#### Dataset content ####

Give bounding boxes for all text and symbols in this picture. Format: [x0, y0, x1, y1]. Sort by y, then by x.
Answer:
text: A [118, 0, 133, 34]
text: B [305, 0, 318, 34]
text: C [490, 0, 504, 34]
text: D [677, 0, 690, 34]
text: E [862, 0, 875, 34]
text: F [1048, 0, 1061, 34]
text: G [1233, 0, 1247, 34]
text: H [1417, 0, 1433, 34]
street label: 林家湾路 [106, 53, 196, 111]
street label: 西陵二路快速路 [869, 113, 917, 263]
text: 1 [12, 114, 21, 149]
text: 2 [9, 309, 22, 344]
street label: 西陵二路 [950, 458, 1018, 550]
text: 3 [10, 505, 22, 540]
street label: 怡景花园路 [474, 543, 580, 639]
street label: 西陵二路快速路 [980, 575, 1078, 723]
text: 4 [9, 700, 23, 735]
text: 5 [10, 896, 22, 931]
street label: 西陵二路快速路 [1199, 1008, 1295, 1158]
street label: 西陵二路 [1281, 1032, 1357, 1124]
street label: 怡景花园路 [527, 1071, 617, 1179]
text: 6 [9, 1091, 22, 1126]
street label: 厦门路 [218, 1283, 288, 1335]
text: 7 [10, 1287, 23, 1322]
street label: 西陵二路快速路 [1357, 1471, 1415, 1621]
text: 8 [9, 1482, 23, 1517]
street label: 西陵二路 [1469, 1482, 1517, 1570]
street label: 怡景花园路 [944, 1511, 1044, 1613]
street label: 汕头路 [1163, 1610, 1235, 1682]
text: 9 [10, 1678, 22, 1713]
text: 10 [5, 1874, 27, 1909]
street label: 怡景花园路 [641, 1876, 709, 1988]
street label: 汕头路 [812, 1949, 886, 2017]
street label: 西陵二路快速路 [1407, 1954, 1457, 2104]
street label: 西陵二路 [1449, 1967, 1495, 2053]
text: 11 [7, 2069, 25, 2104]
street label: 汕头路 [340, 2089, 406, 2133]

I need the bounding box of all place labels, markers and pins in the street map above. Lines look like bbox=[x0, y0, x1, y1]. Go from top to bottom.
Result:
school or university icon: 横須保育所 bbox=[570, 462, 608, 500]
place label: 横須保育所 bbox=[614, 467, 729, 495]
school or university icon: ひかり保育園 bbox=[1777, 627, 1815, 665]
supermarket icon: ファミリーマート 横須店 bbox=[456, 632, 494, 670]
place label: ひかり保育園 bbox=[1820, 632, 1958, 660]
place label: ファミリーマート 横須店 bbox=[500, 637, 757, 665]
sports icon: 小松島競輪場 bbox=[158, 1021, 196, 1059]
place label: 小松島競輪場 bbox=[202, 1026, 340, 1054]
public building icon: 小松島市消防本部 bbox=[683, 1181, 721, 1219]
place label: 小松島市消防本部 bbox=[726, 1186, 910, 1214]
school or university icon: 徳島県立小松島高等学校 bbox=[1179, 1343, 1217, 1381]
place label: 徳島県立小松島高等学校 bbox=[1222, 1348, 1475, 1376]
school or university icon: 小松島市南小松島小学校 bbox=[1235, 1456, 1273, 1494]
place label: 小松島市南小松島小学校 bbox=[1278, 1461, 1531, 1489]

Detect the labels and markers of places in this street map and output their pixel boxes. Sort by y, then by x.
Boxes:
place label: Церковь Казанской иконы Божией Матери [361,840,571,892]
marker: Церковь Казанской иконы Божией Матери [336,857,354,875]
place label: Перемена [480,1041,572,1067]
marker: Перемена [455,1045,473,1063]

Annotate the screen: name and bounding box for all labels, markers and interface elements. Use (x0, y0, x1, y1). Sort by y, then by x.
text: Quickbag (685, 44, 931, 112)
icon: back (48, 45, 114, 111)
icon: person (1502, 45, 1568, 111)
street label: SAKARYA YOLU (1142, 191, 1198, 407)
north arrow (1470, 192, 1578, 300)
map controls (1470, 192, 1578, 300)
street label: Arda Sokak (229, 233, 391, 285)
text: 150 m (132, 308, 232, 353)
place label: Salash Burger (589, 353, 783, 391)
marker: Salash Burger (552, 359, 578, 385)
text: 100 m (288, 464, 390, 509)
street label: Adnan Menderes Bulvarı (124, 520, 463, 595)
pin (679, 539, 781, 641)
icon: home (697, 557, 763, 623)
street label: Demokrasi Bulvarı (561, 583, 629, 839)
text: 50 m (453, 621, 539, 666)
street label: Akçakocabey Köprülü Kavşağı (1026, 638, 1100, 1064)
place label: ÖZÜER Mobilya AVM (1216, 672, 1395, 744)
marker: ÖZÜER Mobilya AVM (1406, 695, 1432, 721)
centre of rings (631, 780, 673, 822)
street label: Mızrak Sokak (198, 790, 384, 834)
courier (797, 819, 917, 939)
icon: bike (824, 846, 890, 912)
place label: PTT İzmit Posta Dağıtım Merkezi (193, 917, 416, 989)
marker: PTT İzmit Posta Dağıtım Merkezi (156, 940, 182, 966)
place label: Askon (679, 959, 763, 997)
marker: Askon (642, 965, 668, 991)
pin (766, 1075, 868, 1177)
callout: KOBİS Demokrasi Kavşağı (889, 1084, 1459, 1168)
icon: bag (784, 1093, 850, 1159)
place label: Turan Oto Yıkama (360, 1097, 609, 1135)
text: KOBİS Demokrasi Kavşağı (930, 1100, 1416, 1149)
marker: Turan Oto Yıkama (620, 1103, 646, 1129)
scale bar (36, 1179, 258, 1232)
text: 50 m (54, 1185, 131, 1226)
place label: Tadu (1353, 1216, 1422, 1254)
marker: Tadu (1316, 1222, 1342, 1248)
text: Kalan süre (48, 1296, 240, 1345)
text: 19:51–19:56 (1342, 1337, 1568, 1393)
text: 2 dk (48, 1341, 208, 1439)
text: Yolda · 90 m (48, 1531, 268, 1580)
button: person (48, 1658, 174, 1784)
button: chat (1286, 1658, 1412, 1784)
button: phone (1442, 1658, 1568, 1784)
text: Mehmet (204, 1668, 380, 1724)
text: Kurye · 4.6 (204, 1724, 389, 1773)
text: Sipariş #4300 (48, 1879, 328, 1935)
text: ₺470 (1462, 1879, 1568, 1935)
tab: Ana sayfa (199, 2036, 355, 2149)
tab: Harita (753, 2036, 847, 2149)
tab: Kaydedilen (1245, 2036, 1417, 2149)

####

**Task requirements:**
What the exercise needs is every record again, word for word.

**Answer to the exercise:**
Give bounding boxes for all text and symbols in this picture. Format: [x0, y0, x1, y1]. Sort by y, then by x.
Answer:
text: A [118, 0, 133, 34]
text: B [305, 0, 318, 34]
text: C [490, 0, 504, 34]
text: D [677, 0, 690, 34]
text: E [862, 0, 875, 34]
text: F [1048, 0, 1061, 34]
text: G [1233, 0, 1247, 34]
text: H [1417, 0, 1433, 34]
street label: 林家湾路 [106, 53, 196, 111]
street label: 西陵二路快速路 [869, 113, 917, 263]
text: 1 [12, 114, 21, 149]
text: 2 [9, 309, 22, 344]
street label: 西陵二路 [950, 458, 1018, 550]
text: 3 [10, 505, 22, 540]
street label: 怡景花园路 [474, 543, 580, 639]
street label: 西陵二路快速路 [980, 575, 1078, 723]
text: 4 [9, 700, 23, 735]
text: 5 [10, 896, 22, 931]
street label: 西陵二路快速路 [1199, 1008, 1295, 1158]
street label: 西陵二路 [1281, 1032, 1357, 1124]
street label: 怡景花园路 [527, 1071, 617, 1179]
text: 6 [9, 1091, 22, 1126]
street label: 厦门路 [218, 1283, 288, 1335]
text: 7 [10, 1287, 23, 1322]
street label: 西陵二路快速路 [1357, 1471, 1415, 1621]
text: 8 [9, 1482, 23, 1517]
street label: 西陵二路 [1469, 1482, 1517, 1570]
street label: 怡景花园路 [944, 1511, 1044, 1613]
street label: 汕头路 [1163, 1610, 1235, 1682]
text: 9 [10, 1678, 22, 1713]
text: 10 [5, 1874, 27, 1909]
street label: 怡景花园路 [641, 1876, 709, 1988]
street label: 汕头路 [812, 1949, 886, 2017]
street label: 西陵二路快速路 [1407, 1954, 1457, 2104]
street label: 西陵二路 [1449, 1967, 1495, 2053]
text: 11 [7, 2069, 25, 2104]
street label: 汕头路 [340, 2089, 406, 2133]

I need the bounding box of all place labels, markers and pins in the street map above. Lines look like bbox=[x0, y0, x1, y1]. Go from top to bottom.
Result:
school or university icon: 横須保育所 bbox=[570, 462, 608, 500]
place label: 横須保育所 bbox=[614, 467, 729, 495]
school or university icon: ひかり保育園 bbox=[1777, 627, 1815, 665]
supermarket icon: ファミリーマート 横須店 bbox=[456, 632, 494, 670]
place label: ひかり保育園 bbox=[1820, 632, 1958, 660]
place label: ファミリーマート 横須店 bbox=[500, 637, 757, 665]
sports icon: 小松島競輪場 bbox=[158, 1021, 196, 1059]
place label: 小松島競輪場 bbox=[202, 1026, 340, 1054]
public building icon: 小松島市消防本部 bbox=[683, 1181, 721, 1219]
place label: 小松島市消防本部 bbox=[726, 1186, 910, 1214]
school or university icon: 徳島県立小松島高等学校 bbox=[1179, 1343, 1217, 1381]
place label: 徳島県立小松島高等学校 bbox=[1222, 1348, 1475, 1376]
school or university icon: 小松島市南小松島小学校 bbox=[1235, 1456, 1273, 1494]
place label: 小松島市南小松島小学校 bbox=[1278, 1461, 1531, 1489]

Detect the labels and markers of places in this street map and output their pixel boxes. Sort by y, then by x.
Boxes:
place label: Церковь Казанской иконы Божией Матери [361,840,571,892]
marker: Церковь Казанской иконы Божией Матери [336,857,354,875]
place label: Перемена [480,1041,572,1067]
marker: Перемена [455,1045,473,1063]

Annotate the screen: name and bounding box for all labels, markers and interface elements. Use (x0, y0, x1, y1). Sort by y, then by x.
text: Quickbag (685, 44, 931, 112)
icon: back (48, 45, 114, 111)
icon: person (1502, 45, 1568, 111)
street label: SAKARYA YOLU (1142, 191, 1198, 407)
north arrow (1470, 192, 1578, 300)
map controls (1470, 192, 1578, 300)
street label: Arda Sokak (229, 233, 391, 285)
text: 150 m (132, 308, 232, 353)
place label: Salash Burger (589, 353, 783, 391)
marker: Salash Burger (552, 359, 578, 385)
text: 100 m (288, 464, 390, 509)
street label: Adnan Menderes Bulvarı (124, 520, 463, 595)
pin (679, 539, 781, 641)
icon: home (697, 557, 763, 623)
street label: Demokrasi Bulvarı (561, 583, 629, 839)
text: 50 m (453, 621, 539, 666)
street label: Akçakocabey Köprülü Kavşağı (1026, 638, 1100, 1064)
place label: ÖZÜER Mobilya AVM (1216, 672, 1395, 744)
marker: ÖZÜER Mobilya AVM (1406, 695, 1432, 721)
centre of rings (631, 780, 673, 822)
street label: Mızrak Sokak (198, 790, 384, 834)
courier (797, 819, 917, 939)
icon: bike (824, 846, 890, 912)
place label: PTT İzmit Posta Dağıtım Merkezi (193, 917, 416, 989)
marker: PTT İzmit Posta Dağıtım Merkezi (156, 940, 182, 966)
place label: Askon (679, 959, 763, 997)
marker: Askon (642, 965, 668, 991)
pin (766, 1075, 868, 1177)
callout: KOBİS Demokrasi Kavşağı (889, 1084, 1459, 1168)
icon: bag (784, 1093, 850, 1159)
place label: Turan Oto Yıkama (360, 1097, 609, 1135)
text: KOBİS Demokrasi Kavşağı (930, 1100, 1416, 1149)
marker: Turan Oto Yıkama (620, 1103, 646, 1129)
scale bar (36, 1179, 258, 1232)
text: 50 m (54, 1185, 131, 1226)
place label: Tadu (1353, 1216, 1422, 1254)
marker: Tadu (1316, 1222, 1342, 1248)
text: Kalan süre (48, 1296, 240, 1345)
text: 19:51–19:56 (1342, 1337, 1568, 1393)
text: 2 dk (48, 1341, 208, 1439)
text: Yolda · 90 m (48, 1531, 268, 1580)
button: person (48, 1658, 174, 1784)
button: chat (1286, 1658, 1412, 1784)
button: phone (1442, 1658, 1568, 1784)
text: Mehmet (204, 1668, 380, 1724)
text: Kurye · 4.6 (204, 1724, 389, 1773)
text: Sipariş #4300 (48, 1879, 328, 1935)
text: ₺470 (1462, 1879, 1568, 1935)
tab: Ana sayfa (199, 2036, 355, 2149)
tab: Harita (753, 2036, 847, 2149)
tab: Kaydedilen (1245, 2036, 1417, 2149)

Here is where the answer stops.